* _EXTRACTED DATA_:
================

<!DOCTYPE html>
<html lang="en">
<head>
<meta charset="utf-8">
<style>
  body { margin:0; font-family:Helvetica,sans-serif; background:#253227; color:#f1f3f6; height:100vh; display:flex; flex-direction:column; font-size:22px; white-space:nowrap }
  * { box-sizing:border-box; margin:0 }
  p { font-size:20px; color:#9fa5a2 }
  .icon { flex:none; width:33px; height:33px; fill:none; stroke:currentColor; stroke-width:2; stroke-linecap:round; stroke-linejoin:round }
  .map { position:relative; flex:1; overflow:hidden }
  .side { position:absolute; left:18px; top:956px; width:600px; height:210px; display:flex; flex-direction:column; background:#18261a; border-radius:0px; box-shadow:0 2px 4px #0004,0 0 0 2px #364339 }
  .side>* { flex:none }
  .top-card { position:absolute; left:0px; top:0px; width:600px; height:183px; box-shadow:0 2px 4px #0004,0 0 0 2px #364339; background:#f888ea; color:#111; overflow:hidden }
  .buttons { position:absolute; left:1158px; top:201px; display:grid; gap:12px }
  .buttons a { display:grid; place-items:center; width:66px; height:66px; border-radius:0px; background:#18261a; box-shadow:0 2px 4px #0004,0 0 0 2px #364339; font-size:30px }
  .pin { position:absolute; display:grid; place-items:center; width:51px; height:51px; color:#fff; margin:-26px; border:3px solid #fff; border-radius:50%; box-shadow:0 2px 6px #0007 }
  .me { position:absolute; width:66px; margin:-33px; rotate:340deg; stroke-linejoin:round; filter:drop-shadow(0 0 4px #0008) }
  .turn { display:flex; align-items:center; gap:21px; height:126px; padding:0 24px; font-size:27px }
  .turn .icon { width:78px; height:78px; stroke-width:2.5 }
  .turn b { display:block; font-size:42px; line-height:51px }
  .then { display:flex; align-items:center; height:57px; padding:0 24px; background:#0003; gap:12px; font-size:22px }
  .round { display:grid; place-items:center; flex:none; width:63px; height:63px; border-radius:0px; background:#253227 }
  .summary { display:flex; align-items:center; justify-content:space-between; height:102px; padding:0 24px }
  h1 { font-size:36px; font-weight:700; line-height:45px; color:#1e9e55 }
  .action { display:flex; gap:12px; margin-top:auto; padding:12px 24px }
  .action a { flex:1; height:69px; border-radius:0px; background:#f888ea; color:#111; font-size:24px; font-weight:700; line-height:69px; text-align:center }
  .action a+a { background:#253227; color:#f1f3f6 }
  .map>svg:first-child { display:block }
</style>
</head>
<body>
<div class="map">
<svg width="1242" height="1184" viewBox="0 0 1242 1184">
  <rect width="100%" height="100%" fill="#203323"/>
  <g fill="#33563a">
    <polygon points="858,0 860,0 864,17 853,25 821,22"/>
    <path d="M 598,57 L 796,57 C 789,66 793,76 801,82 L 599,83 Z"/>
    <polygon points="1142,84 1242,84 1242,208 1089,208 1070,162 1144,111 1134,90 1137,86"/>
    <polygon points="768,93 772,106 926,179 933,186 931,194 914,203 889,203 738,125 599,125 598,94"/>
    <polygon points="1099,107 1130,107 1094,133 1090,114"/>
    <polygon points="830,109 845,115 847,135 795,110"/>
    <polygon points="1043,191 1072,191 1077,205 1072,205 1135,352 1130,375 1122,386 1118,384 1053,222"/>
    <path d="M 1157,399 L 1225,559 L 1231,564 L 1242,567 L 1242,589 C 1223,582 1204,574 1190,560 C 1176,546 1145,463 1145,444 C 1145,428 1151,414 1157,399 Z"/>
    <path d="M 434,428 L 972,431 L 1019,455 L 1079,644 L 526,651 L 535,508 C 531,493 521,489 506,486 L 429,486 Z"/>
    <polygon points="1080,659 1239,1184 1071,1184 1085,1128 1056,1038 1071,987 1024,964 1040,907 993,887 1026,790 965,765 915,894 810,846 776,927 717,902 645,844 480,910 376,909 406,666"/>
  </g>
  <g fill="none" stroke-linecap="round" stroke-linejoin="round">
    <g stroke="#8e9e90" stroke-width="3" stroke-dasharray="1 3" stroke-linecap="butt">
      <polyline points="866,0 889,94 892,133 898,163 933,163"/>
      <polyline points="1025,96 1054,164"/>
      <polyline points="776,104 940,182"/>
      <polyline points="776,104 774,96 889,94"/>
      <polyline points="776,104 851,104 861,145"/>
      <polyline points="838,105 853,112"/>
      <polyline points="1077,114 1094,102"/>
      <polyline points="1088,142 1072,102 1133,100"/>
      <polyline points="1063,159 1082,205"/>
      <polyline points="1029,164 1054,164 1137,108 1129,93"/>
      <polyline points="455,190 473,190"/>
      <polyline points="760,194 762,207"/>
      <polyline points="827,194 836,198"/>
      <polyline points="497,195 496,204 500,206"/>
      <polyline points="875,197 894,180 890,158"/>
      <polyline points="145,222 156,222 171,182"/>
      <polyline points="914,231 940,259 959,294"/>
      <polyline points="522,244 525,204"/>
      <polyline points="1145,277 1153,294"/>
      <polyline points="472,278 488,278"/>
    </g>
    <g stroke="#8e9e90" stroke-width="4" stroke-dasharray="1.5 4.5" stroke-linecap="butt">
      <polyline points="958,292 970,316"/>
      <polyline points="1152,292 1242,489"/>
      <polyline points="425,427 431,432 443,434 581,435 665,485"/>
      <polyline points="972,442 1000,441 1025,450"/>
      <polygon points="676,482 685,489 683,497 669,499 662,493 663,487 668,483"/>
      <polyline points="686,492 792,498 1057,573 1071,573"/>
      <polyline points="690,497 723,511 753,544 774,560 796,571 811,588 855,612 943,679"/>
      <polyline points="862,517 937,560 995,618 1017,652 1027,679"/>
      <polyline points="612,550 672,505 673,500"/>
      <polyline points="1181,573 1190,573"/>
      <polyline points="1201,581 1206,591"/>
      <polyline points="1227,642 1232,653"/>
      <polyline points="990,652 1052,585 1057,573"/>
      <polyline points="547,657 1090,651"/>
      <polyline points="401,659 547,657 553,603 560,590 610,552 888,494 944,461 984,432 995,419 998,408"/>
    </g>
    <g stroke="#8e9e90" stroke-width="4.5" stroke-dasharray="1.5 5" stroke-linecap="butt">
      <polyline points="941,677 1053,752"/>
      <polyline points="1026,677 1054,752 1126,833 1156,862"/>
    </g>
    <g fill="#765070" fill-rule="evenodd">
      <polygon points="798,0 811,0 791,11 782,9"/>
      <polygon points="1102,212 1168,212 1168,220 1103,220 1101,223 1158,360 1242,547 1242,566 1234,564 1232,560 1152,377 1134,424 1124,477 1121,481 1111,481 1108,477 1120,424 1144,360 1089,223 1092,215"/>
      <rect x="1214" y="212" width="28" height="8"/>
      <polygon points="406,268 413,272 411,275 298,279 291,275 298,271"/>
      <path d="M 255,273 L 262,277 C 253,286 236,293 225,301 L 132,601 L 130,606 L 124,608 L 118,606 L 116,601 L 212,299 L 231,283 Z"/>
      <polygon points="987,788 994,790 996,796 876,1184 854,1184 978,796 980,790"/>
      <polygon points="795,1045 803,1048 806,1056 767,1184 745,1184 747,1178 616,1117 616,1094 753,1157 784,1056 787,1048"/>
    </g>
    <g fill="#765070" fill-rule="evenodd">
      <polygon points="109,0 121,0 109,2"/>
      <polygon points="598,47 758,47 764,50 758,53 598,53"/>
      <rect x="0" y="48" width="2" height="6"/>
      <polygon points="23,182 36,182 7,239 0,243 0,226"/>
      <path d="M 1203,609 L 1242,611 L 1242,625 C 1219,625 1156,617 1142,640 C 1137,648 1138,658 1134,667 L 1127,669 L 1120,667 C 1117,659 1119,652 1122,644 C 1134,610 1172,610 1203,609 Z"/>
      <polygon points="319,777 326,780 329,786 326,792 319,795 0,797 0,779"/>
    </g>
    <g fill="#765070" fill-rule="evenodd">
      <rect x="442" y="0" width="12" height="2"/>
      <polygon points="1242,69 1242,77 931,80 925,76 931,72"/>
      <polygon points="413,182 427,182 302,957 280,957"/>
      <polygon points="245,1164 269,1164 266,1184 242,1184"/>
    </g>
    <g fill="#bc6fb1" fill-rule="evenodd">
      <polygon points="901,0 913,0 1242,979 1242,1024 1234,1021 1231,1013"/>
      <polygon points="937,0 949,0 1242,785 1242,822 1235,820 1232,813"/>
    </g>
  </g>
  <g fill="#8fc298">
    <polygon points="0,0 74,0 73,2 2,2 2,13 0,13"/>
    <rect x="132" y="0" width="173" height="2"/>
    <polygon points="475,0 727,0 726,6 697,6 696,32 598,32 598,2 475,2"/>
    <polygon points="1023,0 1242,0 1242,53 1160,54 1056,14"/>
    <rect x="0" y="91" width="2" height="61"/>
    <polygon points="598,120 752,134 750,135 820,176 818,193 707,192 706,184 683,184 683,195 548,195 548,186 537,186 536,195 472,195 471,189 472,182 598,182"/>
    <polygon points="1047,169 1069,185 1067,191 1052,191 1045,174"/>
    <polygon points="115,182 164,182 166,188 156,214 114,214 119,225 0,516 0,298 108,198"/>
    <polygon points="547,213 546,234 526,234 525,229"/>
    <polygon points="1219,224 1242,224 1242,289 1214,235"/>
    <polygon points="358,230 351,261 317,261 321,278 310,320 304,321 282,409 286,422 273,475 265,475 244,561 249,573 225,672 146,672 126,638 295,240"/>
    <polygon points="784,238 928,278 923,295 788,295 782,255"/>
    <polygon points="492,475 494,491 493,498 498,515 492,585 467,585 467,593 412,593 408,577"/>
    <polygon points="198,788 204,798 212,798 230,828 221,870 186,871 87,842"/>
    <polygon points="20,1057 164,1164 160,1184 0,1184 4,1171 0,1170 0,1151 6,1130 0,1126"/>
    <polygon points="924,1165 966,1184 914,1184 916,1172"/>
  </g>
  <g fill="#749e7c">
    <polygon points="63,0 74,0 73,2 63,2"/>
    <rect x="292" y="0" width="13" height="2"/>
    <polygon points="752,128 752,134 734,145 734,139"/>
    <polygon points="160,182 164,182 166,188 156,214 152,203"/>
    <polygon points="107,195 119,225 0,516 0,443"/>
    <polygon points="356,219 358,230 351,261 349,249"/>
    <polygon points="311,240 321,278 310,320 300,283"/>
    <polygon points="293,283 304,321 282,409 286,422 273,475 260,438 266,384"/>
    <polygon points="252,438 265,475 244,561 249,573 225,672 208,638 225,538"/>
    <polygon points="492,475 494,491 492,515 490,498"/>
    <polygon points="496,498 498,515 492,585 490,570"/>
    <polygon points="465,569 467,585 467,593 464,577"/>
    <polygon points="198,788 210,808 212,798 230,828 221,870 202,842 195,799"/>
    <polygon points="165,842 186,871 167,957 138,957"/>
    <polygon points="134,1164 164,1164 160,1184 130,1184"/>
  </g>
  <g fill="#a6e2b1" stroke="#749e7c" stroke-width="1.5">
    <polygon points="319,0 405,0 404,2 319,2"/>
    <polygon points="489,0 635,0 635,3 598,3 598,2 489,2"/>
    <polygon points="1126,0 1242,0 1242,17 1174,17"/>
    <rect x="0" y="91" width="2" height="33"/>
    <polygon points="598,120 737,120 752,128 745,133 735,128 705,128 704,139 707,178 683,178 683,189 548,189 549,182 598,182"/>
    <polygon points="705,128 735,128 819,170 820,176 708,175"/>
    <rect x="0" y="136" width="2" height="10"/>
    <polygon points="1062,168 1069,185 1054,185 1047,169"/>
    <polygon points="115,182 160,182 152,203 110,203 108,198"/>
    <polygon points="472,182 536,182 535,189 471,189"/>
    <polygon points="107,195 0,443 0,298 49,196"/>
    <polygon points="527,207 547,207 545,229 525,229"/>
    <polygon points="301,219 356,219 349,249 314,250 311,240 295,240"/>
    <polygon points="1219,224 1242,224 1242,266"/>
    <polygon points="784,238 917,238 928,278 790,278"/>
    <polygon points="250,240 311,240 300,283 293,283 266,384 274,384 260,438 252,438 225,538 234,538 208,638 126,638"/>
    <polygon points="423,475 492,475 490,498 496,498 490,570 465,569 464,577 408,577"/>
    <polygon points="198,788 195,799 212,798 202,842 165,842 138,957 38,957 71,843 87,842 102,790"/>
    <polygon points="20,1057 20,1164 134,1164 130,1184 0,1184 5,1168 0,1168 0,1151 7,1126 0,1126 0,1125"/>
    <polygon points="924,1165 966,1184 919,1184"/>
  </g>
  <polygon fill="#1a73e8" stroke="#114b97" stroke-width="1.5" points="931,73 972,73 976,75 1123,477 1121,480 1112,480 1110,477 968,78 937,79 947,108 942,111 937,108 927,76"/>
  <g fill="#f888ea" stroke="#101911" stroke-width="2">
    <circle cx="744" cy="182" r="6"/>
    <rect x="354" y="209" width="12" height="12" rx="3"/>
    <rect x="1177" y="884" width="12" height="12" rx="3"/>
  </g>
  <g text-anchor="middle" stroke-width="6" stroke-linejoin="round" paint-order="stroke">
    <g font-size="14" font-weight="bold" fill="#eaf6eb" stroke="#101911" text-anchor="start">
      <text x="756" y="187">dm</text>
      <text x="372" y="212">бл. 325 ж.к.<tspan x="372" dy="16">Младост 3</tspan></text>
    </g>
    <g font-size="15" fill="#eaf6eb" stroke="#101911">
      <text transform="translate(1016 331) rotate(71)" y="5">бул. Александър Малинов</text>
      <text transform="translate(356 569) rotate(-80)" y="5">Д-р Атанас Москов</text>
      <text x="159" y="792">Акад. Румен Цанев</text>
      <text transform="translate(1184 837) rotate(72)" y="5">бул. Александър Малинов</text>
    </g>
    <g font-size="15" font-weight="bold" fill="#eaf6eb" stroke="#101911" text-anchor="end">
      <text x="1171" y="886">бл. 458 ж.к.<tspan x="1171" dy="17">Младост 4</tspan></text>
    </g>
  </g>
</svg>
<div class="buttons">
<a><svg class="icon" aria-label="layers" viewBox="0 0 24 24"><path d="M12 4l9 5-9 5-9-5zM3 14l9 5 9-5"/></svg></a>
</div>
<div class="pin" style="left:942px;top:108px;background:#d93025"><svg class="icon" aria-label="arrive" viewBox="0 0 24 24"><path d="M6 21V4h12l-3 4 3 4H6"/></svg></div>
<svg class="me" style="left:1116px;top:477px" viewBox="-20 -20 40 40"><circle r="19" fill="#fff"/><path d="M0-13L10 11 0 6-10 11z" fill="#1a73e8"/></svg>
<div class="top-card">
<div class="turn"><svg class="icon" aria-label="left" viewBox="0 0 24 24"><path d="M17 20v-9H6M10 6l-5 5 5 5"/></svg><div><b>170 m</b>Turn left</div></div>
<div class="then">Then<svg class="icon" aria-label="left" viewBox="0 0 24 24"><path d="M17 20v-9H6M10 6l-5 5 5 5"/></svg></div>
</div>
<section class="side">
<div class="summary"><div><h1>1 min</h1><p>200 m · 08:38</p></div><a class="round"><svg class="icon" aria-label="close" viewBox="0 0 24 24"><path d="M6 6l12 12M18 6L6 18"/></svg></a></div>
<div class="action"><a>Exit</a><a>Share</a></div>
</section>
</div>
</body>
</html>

================

Write down again the exact lines running from the beginning of the data to the line containing "display:flex; gap:12px; margin-top:auto;", with both ends included.

<!DOCTYPE html>
<html lang="en">
<head>
<meta charset="utf-8">
<style>
  body { margin:0; font-family:Helvetica,sans-serif; background:#253227; color:#f1f3f6; height:100vh; display:flex; flex-direction:column; font-size:22px; white-space:nowrap }
  * { box-sizing:border-box; margin:0 }
  p { font-size:20px; color:#9fa5a2 }
  .icon { flex:none; width:33px; height:33px; fill:none; stroke:currentColor; stroke-width:2; stroke-linecap:round; stroke-linejoin:round }
  .map { position:relative; flex:1; overflow:hidden }
  .side { position:absolute; left:18px; top:956px; width:600px; height:210px; display:flex; flex-direction:column; background:#18261a; border-radius:0px; box-shadow:0 2px 4px #0004,0 0 0 2px #364339 }
  .side>* { flex:none }
  .top-card { position:absolute; left:0px; top:0px; width:600px; height:183px; box-shadow:0 2px 4px #0004,0 0 0 2px #364339; background:#f888ea; color:#111; overflow:hidden }
  .buttons { position:absolute; left:1158px; top:201px; display:grid; gap:12px }
  .buttons a { display:grid; place-items:center; width:66px; height:66px; border-radius:0px; background:#18261a; box-shadow:0 2px 4px #0004,0 0 0 2px #364339; font-size:30px }
  .pin { position:absolute; display:grid; place-items:center; width:51px; height:51px; color:#fff; margin:-26px; border:3px solid #fff; border-radius:50%; box-shadow:0 2px 6px #0007 }
  .me { position:absolute; width:66px; margin:-33px; rotate:340deg; stroke-linejoin:round; filter:drop-shadow(0 0 4px #0008) }
  .turn { display:flex; align-items:center; gap:21px; height:126px; padding:0 24px; font-size:27px }
  .turn .icon { width:78px; height:78px; stroke-width:2.5 }
  .turn b { display:block; font-size:42px; line-height:51px }
  .then { display:flex; align-items:center; height:57px; padding:0 24px; background:#0003; gap:12px; font-size:22px }
  .round { display:grid; place-items:center; flex:none; width:63px; height:63px; border-radius:0px; background:#253227 }
  .summary { display:flex; align-items:center; justify-content:space-between; height:102px; padding:0 24px }
  h1 { font-size:36px; font-weight:700; line-height:45px; color:#1e9e55 }
  .action { display:flex; gap:12px; margin-top:auto; padding:12px 24px }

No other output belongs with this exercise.